Hapvida registra queda de 96% no lucro líquido ajustado no segundo trimestre de 2026
Com aumento da sinistralidade e despesas judiciais, lucro ajustado da operadora de saúde recua para R$ 12,5 milhões.
Por Redação Diário Local
A Hapvida registrou lucro líquido ajustado de R$ 12,5 milhões no segundo trimestre de 2026, o que representa uma queda de 95,8% em comparação ao mesmo período do ano anterior, quando o valor foi de R$ 299,5 milhões. No comparativo com o primeiro trimestre de 2026, o indicador recuou 94,9%.

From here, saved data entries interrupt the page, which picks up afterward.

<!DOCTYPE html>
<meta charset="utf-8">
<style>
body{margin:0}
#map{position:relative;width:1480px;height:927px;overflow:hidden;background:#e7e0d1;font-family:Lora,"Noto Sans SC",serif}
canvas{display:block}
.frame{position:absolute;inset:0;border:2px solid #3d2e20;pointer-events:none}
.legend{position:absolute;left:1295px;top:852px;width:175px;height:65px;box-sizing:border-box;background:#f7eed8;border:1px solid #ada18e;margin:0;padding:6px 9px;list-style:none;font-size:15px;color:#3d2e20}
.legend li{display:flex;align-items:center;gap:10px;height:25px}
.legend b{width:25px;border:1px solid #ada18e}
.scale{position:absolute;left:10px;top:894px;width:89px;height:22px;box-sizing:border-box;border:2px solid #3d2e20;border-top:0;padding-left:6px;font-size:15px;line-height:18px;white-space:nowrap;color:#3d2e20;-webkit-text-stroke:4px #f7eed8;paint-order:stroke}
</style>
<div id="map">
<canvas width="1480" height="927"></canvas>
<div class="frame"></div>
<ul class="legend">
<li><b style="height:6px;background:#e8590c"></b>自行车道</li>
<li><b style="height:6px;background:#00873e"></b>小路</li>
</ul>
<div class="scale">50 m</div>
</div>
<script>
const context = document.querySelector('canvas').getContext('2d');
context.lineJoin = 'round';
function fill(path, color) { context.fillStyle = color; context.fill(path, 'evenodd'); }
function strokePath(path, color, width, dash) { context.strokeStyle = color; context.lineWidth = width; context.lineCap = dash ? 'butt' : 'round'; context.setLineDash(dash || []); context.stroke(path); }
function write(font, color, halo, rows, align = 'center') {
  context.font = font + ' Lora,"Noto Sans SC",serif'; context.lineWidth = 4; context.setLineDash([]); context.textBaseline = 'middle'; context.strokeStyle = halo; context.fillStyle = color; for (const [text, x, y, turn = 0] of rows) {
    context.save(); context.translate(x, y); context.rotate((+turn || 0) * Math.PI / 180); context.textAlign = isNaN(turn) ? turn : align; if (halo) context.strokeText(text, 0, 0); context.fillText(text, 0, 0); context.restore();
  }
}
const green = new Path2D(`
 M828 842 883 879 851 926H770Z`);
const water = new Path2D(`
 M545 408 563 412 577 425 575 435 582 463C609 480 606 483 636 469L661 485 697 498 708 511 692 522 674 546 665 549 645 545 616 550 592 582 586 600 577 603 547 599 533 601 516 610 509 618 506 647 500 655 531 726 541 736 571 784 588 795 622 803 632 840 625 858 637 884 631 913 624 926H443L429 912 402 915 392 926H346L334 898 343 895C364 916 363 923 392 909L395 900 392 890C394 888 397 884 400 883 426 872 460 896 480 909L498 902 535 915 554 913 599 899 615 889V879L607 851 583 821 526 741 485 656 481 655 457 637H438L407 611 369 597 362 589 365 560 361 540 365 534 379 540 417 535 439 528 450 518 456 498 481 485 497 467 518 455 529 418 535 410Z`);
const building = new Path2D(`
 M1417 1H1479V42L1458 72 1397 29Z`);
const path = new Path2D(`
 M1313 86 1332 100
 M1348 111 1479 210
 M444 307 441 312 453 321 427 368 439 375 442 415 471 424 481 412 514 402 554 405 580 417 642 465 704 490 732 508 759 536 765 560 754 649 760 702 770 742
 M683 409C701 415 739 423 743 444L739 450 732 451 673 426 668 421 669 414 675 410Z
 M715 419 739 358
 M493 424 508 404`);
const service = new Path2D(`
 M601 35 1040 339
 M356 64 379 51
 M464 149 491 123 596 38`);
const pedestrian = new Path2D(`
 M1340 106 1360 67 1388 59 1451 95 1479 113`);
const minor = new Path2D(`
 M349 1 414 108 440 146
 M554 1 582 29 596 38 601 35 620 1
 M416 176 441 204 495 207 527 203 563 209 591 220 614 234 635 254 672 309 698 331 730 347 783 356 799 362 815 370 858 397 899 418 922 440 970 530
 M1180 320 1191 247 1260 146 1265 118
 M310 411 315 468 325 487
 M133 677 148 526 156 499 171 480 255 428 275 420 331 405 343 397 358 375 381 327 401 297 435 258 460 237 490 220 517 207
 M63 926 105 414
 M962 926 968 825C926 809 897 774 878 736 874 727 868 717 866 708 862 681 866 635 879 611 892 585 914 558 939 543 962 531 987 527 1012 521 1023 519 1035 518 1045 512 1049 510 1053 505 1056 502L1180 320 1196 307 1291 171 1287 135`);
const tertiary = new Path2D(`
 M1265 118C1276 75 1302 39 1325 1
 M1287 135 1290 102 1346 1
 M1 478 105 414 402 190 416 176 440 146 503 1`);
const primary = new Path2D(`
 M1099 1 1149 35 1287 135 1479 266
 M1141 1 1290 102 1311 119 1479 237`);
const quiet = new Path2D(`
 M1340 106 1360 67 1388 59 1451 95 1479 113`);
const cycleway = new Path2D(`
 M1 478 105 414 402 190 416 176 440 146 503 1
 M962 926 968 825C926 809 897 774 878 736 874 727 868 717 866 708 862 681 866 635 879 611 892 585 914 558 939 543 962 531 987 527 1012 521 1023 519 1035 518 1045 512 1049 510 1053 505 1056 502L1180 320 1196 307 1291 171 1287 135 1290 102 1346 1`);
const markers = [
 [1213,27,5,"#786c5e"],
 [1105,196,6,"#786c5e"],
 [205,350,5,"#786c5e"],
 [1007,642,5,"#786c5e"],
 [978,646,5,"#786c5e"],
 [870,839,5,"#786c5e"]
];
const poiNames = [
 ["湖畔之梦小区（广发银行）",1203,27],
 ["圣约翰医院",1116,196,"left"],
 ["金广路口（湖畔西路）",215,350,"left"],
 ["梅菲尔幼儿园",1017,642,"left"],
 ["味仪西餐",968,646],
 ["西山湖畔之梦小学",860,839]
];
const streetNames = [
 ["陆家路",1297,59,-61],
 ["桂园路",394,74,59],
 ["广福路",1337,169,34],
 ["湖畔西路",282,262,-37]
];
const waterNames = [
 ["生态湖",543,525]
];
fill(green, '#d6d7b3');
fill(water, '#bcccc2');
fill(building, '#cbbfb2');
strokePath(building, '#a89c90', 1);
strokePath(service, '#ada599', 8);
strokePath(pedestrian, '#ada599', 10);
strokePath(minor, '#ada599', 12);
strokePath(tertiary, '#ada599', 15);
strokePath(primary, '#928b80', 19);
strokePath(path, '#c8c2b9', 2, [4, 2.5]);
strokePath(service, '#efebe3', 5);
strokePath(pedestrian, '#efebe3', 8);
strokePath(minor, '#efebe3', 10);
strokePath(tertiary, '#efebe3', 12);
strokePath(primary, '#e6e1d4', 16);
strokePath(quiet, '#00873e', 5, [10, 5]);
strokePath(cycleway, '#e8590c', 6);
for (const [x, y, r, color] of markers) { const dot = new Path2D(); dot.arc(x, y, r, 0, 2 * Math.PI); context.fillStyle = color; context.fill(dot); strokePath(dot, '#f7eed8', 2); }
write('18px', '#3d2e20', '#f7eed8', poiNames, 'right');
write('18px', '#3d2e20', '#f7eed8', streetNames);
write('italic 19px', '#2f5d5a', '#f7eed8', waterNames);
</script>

A empresa informou que o lucro líquido contábil apresentou prejuízo de R$ 217,1 milhões no trimestre, contra um prejuízo de R$ 205,8 milhões registrado no segundo trimestre de 2025. O lucro ajustado divulgado pela companhia exclui efeitos como programas de incentivo de longo prazo e amortização de intangíveis.
Por que o lucro caiu?
A administração da companhia atribuiu o resultado ao aumento na utilização de serviços médicos e ao maior volume de despesas judiciais. Outro fator mencionado foi a sazonalidade desfavorável do período e o impacto do processo de reestruturação operacional iniciado no começo do ano.
A sinistralidade (relação entre custos de saúde e receita) atingiu 75,2%, uma alta de 1,3 ponto percentual em relação ao segundo trimestre de 2025. A empresa explicou que a piora ocorreu pela maior utilização de serviços e pelo aumento das contas médicas processadas, além de gastos com depósitos judiciais.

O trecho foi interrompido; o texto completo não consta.